Maggie’s time from diagnosis, through treatments and many hospitalisations, has been harrowing. I wish there were a navigator for her. In an ideal world, everyone should have a person that walks the entire journey with them. We were created for community. Someone wise (clearly only wise, not impressive, otherwise I would have remembered who they were) told me that at every stage of your life you have to have a mentor and a protégé. Nicole has figured out this journey and earned her stripes. She has learned the vocabulary, and also has an ability to now understand what doctors say. (No offense to these great minds, but you guys often lose the overwhelmed patient and all they hear is what they want to hear). I wish there were this soft landing for everyone with a disease – someone to tell you and your friends to stop Googling, help you find the right people to see, make the hard decisions with the right information, put plans in place for the best possible outcome and the worst possible outcome. Just the fact that there is a navigator who is willing to talk about the ugly stuff, and who does not shy away from your frightening reality, is already such a blessing.


There are things we can do to help make our loved ones’ cancer journeys easier. Do not give advice. Do not say it will be okay. Rather, help by making sure their kids’ lives go on by  picking them up from school and dropping them off at sport. Fill the freezer. Do the shopping. Send messages without wanting feedback. Sit with them when they get treatment. Go with them to doctors’ appointments so you can help remember and ask questions. Talk about the elephant in the room. Or don’t. Kate Bowler, who survived stage four bowel cancer, said the kindest thing anyone did for her was to go to her house while she was ill and simply do her family’s laundry. Other friends filled the freezer.
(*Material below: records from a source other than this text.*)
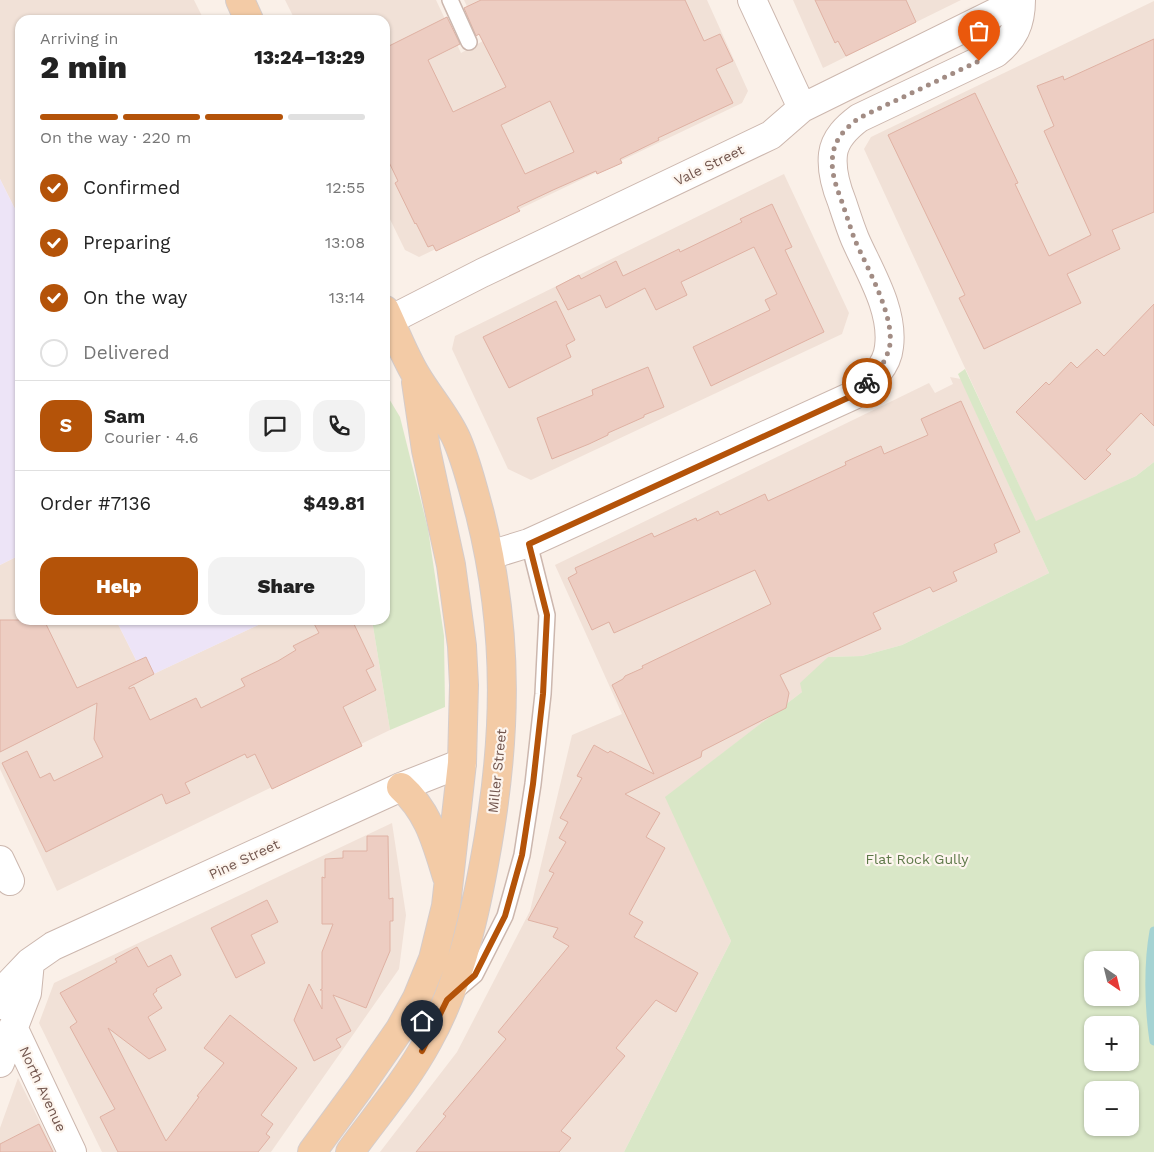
<!DOCTYPE html>
<html lang="en">
<head>
<meta charset="utf-8">
<style>
	:root { --surface:#fff; --page:#f2f2f2; --text:#222; --muted:#767676; --line:#e0e0e0; --accent:#b45309 }
	body { margin:0; font-family:"Work Sans",sans-serif; background:var(--page); color:var(--text); height:100vh; display:flex; flex-direction:column; font-size:19px; white-space:nowrap }
	* { box-sizing:border-box; margin:0 }
	p { font-size:16px; color:var(--muted) }
	.icon { flex:none; width:28px; height:28px; fill:none; stroke:currentColor; stroke-width:2; stroke-linecap:round; stroke-linejoin:round }
	.map { position:relative; flex:1; overflow:hidden }
	.side { position:absolute; left:15px; top:15px; width:375px; height:610px; display:flex; flex-direction:column; background:var(--surface); border-radius:15px; box-shadow:0 1px 4px #0004 }
	.side>* { flex:none }
	.needle { width:32px; rotate:145deg }
	.fabs { position:absolute; left:1084px; top:951px; display:grid; gap:10px }
	.fabs a { display:grid; place-items:center; width:55px; height:55px; border-radius:10px; background:var(--surface); box-shadow:0 1px 4px #0004; font-size:25px }
	.pin { position:absolute; display:grid; place-items:center; width:42px; height:42px; color:#fff; margin:-51px -21px; border-radius:50% 50% 50% 0; rotate:-45deg; box-shadow:0 0 5px #0007 }
	.pin .icon { rotate:45deg }
	.courier { position:absolute; display:grid; place-items:center; width:50px; height:50px; margin:-25px; border:4px solid #b45309; border-radius:50%; background:#fff; color:#222; box-shadow:0 1px 6px #0007 }
	.headline em { font-style:normal; font-weight:800 }
	.headline div { display:flex; flex-direction:column-reverse }
	.headline { display:flex; align-items:center; justify-content:space-between; height:85px; padding:0 25px }
	h1 { font-size:32px; font-weight:800; line-height:38px }
	.bar { display:grid; grid-template-columns:repeat(4,1fr); gap:8px 5px; align-content:center; height:60px; padding:0 25px }
	.bar i { height:6px; border-radius:4px; background:var(--line) }
	.bar .current { background:var(--accent) }
	.bar p { grid-column:span 4 }
	.line { display:flex; align-items:center; gap:12px; padding:0 25px; border-top:1px solid var(--line) }
	.line div { flex:1 }
	.round { display:grid; place-items:center; flex:none; width:52px; height:52px; border-radius:15px; background:var(--page) }
	ol { padding:0 25px; list-style:none }
	li { display:flex; align-items:center; gap:15px; height:55px }
	li p { margin-inline-start:auto }
	li .icon { padding:5px; border-radius:50%; background:var(--accent); color:#fff; stroke-width:4 }
	li:last-child { color:var(--muted) }
	li i { width:28px; height:28px; border:2px solid var(--line); border-radius:50% }
	.primary-button { display:flex; gap:10px; margin-top:auto; padding:10px 25px }
	.primary-button a { flex:1; height:58px; border-radius:15px; background:var(--accent); color:#fff; font-size:20px; font-weight:800; line-height:58px; text-align:center }
	.primary-button a+a { background:var(--page); color:var(--text) }
	.map>svg:first-child { display:block }
	.residential { fill:#f1e1d7 }
	.education { fill:#ede4f7 }
	.green { fill:#d9e7c7; fill-rule:evenodd }
	.lines { fill:none; stroke-linecap:round; stroke-linejoin:round }
	.stream { stroke:#a5d3d3; stroke-width:9 }
	.building { fill:#edcdc2; stroke:#dfb1a3; fill-rule:evenodd }
	.service-casing { stroke:#ccb7ae; stroke-width:18 }
	.minor-casing { stroke:#ccb7ae; stroke-width:30 }
	.primary-casing { stroke:#d5ccca; stroke-width:30 }
	.service { stroke:#fff; stroke-width:15 }
	.minor { stroke:#fff; stroke-width:28 }
	.primary { stroke:#f3cba6; stroke-width:28 }
	.done { stroke:#a28c84; stroke-width:5; stroke-dasharray:0 9 }
	.route { stroke:#b45309; stroke-width:6 }
	.labels { text-anchor:middle; dominant-baseline:central; stroke-width:4.5; stroke-linejoin:round; paint-order:stroke }
	.street-label { font-size:14px; fill:#72564e; stroke:#fdf5ee }
	.park-label { font-size:14px; fill:#5c7747; stroke:#fdf5ee }
</style>
</head>
<body>
<div class="map">
<svg width="1154" height="1152" viewBox="0 0 1154 1152">
	<rect width="100%" height="100%" fill="#faf0e8"/>
	<!-- residential -->
	<path class="residential" d="M0,0H194L204,20H20V219L0,179Z
		M285,0H436L461,53L483,41L464,0H707L748,91L742,103L419,257L405,250L385,209V20H295Z
		M793,0H961L823,68Z
		M1154,1V462L1136,476L1036,522L864,149L871,137Z
		M784,174L849,313L842,334L531,480L508,469L452,349L455,336Z
		M950,377L961,379L1049,573L902,645L862,656L828,657L802,692L666,797L731,941L624,1152H380L457,1052L530,911L572,735L622,714L555,565L929,383L935,393L953,384Z
		M20,555V620H116L145,678L269,620H372L390,730L57,891L0,769V565Z
		M392,823L406,915L399,969L271,1152H102L39,1023L54,983Z
		M18,1078L55,1152H0V1128Z"/>
	<!-- education -->
	<path class="education" d="M0,179L20,219V555L0,565Z
		M116,620H269L145,678Z"/>
	<!-- green -->
	<path class="green" d="M965,369L1036,521L1136,476L1154,462V1152H624L731,941L665,797L802,692L800,683L828,657L862,656L902,645L1049,573L958,374ZM1092,960H1130V998H1092ZM1092,1025H1130V1062H1092ZM1092,1090H1130V1128H1092Z
		M385,392L400,417L428,529L444,636L445,707L390,730L372,620H385Z"/>
	<g class="lines">
		<!-- stream -->
		<path class="stream" d="M1154,931C1148,964 1149,1008 1154,1041"/>
	</g>
	<!-- building -->
	<path class="building" d="M481,0H685L704,41L720,34L733,61L716,69L733,103L658,138L659,140L620,159L622,163L597,174L596,171L553,190L517,207L520,211L436,251L433,245L428,247L416,223L415,224L395,183L398,181L385,154V48L447,17L460,44L428,60L453,112L506,87L479,34L476,36L464,8ZM550,101L574,152L525,174L501,125Z
		M815,0H906L916,22L846,56L838,41L835,43Z
		M1154,39V212L1112,230L1120,249L1067,274L1081,303L984,349L959,298L965,295L888,135L975,93L1018,183L1015,184L1049,256L1091,235L1044,131L1054,126L1037,86L1063,76L1064,80Z
		M772,204L792,247L785,250L824,332L711,386L693,347L770,310L765,300L777,294L754,247L681,282L687,295L656,310L645,288L606,308L600,295L568,310L556,287L579,275L581,279L616,261L623,276L679,249L680,252L742,222L740,219Z
		M556,301L575,340L566,345L571,357L509,388L483,337Z
		M1154,304V426L1141,413L1106,450L1111,454L1085,480L1016,412L1046,382L1049,385L1071,362L1077,368L1097,349L1104,356Z
		M648,367L664,407L644,415V417L608,433V435L589,444L552,459L537,418L593,395L592,390Z
		M961,401L1020,532L994,544L997,552L953,572L957,581L933,592L930,587L873,613L881,629L780,675L789,693L786,708L702,751L701,757L625,794L660,813L646,837L665,848L629,914L643,922L634,937L698,973L676,1012L656,1000L616,1048L625,1056L561,1131L571,1138L559,1152H416L446,1116L443,1114L506,1039L498,1032L569,946L553,937L558,928L528,920L554,873L549,871L566,842L559,838L568,822L560,818L582,778L577,776L594,745L608,753L610,751L654,774L612,685L623,679L625,676L643,668L642,666L771,604L755,570L614,633L609,622L592,630L568,578L577,573L575,568L652,533L654,537L696,518L697,521L718,511L720,515L765,494L768,501L846,465L845,462L881,446L884,454L928,435L921,419Z
		M0,620H44L77,688L146,657L154,674L129,687V689L134,687L150,720L196,698L201,708L245,686L241,679L278,661L296,650L293,646L319,633L312,620H352L374,666L366,670L376,690L343,707L362,746L272,789L255,754L247,758L245,754L185,783L190,793L166,804L162,794L46,852L2,763L27,751L40,778L50,773L54,781L103,757L94,739L97,703L0,752Z
		M367,836H388L389,899L393,898V921H390V951L366,1008L333,995L351,1031L336,1039L341,1047L314,1061L294,1020L309,984L322,1009V990H320L322,989V952L333,924H322V877L325,878V859L343,858V851H367Z
		M267,900L278,922L251,935L265,963L236,978L211,928Z
		M137,947L148,967L171,955L181,975L156,989L157,991L153,994L162,1008L148,1017L166,1050L149,1059L108,1028L166,1141L199,1097L197,1096L224,1063L204,1048L230,1015L297,1068L261,1115L273,1124L266,1134L270,1137L258,1152H118L100,1117L115,1109L70,1027L77,1022L60,993L117,962L115,959Z
		M39,1124L53,1152H0V1144Z"/>
	<g class="lines">
		<defs>
			<path id="service" d="M450,0L469,42
				M455,992L475,975L505,916L522,855L533,784L543,694L547,615L529,543"/>
			<path id="minor" d="M752,0L802,108
				M390,320L482,273L771,135L802,108L1021,0
				M490,555L529,543L854,395C869,382 887,368 889,347C894,310 869,271 855,239C850,227 846,214 842,202C836,187 831,171 833,154C835,138 847,127 859,118L996,53C1014,38 1021,24 1021,0
				M0,860L10,881
				M0,1005L7,986L30,962L53,946L401,787L462,763
				M13,1027L72,1152
				M0,1063L27,993L30,962"/>
			<path id="primary" d="M240,0L249,20
				M401,787C429,812 436,842 447,877
				M312,1152L359,1088L400,1029L417,998L433,959L446,906L462,763L464,685L462,646L451,565L426,450L416,382
				M350,1152C377,1115 407,1080 428,1041C458,987 473,924 484,864C507,742 510,635 480,514C473,489 467,463 457,440C447,417 429,397 416,375C404,355 395,331 385,310"/>
		</defs>
		<!-- service casing -->
		<use href="#service" class="service-casing"/>
		<!-- minor casing -->
		<use href="#minor" class="minor-casing"/>
		<!-- primary casing -->
		<use href="#primary" class="primary-casing"/>
		<!-- service -->
		<use href="#service" class="service"/>
		<!-- minor -->
		<use href="#minor" class="minor"/>
		<!-- primary -->
		<use href="#primary" class="primary"/>
	</g>
	<g class="lines">
		<!-- done -->
		<path class="done" d="M867,383C877,375 885,362 889,349C897,319 866,266 854,238C850,226 846,214 842,202C836,186 830,170 833,154C835,138 847,127 859,118L979,61"/>
		<!-- route -->
		<path class="route" d="M422,1051L447,1000L475,975L505,916L522,855L533,784L543,694L547,615L529,544L854,395L867,383"/>
	</g>
	<g class="labels">
		<!-- street labels -->
		<g class="street-label">
			<text transform="translate(709 165) rotate(-26)">Vale Street</text>
			<text transform="translate(497 771) rotate(-84)">Miller Street</text>
			<text transform="translate(244 859) rotate(-25)">Pine Street</text>
			<text transform="translate(43 1089) rotate(65)">North Avenue</text>
		</g>
		<!-- park labels -->
		<g class="park-label">
			<text x="917" y="859">Flat Rock Gully</text>
		</g>
	</g>
</svg>
<div class="fabs">
<a><svg class="needle" viewBox="-14 -14 28 28"><path d="M0-13l5 13h-10z" fill="#e53935"/><path d="M0 13l5-13h-10z" fill="#767676"/></svg></a>
<a>+</a>
<a>−</a>
</div>
<div class="pin" style="left:979px;top:61px;background:#ea580c"><svg class="icon" aria-label="bag" viewBox="0 0 24 24"><path d="M5 8h14l-1 12H6zM9 8a3 3 0 0 1 6 0"/></svg></div>
<div class="pin" style="left:422px;top:1051px;background:#1f2937"><svg class="icon" aria-label="home" viewBox="0 0 24 24"><path d="M3 11l9-7 9 7M6 9v11h12V9"/></svg></div>
<div class="courier" style="left:867px;top:383px"><svg class="icon" aria-label="bike" viewBox="0 0 24 24"><circle cx="6" cy="16" r="4"/><circle cx="18" cy="16" r="4"/><path d="M6 16l4-8h5l3 8M10 8l3 8H6M13 5h3"/></svg></div>
<section class="side">
<div class="headline"><div><h1>2 min</h1><p>Arriving in</p></div><em>13:24–13:29</em></div>
<div class="bar"><i class="current"></i><i class="current"></i><i class="current"></i><i></i><p>On the way · 220 m</p></div>
<ol>
<li><svg class="icon" aria-label="check" viewBox="0 0 24 24"><path d="M5 12l5 5 9-10"/></svg>Confirmed<p>12:55</p></li>
<li><svg class="icon" aria-label="check" viewBox="0 0 24 24"><path d="M5 12l5 5 9-10"/></svg>Preparing<p>13:08</p></li>
<li><svg class="icon" aria-label="check" viewBox="0 0 24 24"><path d="M5 12l5 5 9-10"/></svg>On the way<p>13:14</p></li>
<li><i></i>Delivered</li>
</ol>
<div class="line" style="height:90px"><b class="round" style="background:var(--accent);color:#fff">S</b><div><b>Sam</b><p>Courier · 4.6</p></div><a class="round"><svg class="icon" aria-label="chat" viewBox="0 0 24 24"><path d="M4 5h16v11H9l-5 4z"/></svg></a><a class="round"><svg class="icon" aria-label="phone" viewBox="0 0 24 24"><path d="M5 4h4l2 5-3 2q2 4 5 5l2-3 5 2v4C11 20 4 13 5 4z"/></svg></a></div>
<div class="line" style="height:65px"><div>Order #7136</div><b>$49.81</b></div>
<div class="primary-button"><a>Help</a><a>Share</a></div>
</section>
</div>
</body>
</html>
Her grumpy neighbour that never spoke to her mowed her lawn in summer and shoveled the snow on her driveway in winter.  Do what it is you do. If you are a hugger, go hug. If you are an organizer, put a schedule together. If you are a prayer warrior, go pray. If you are funny, crack a joke. Show up. Be authentic.


I think if we were all to follow in the footsteps of these brave cancer navigators and help in the areas where we can, it would help everyone, not just the patient. But I need to stop writing now and go pick up my friend and drive her to chemo. I need to show her there are other things apart from cancer that are scary.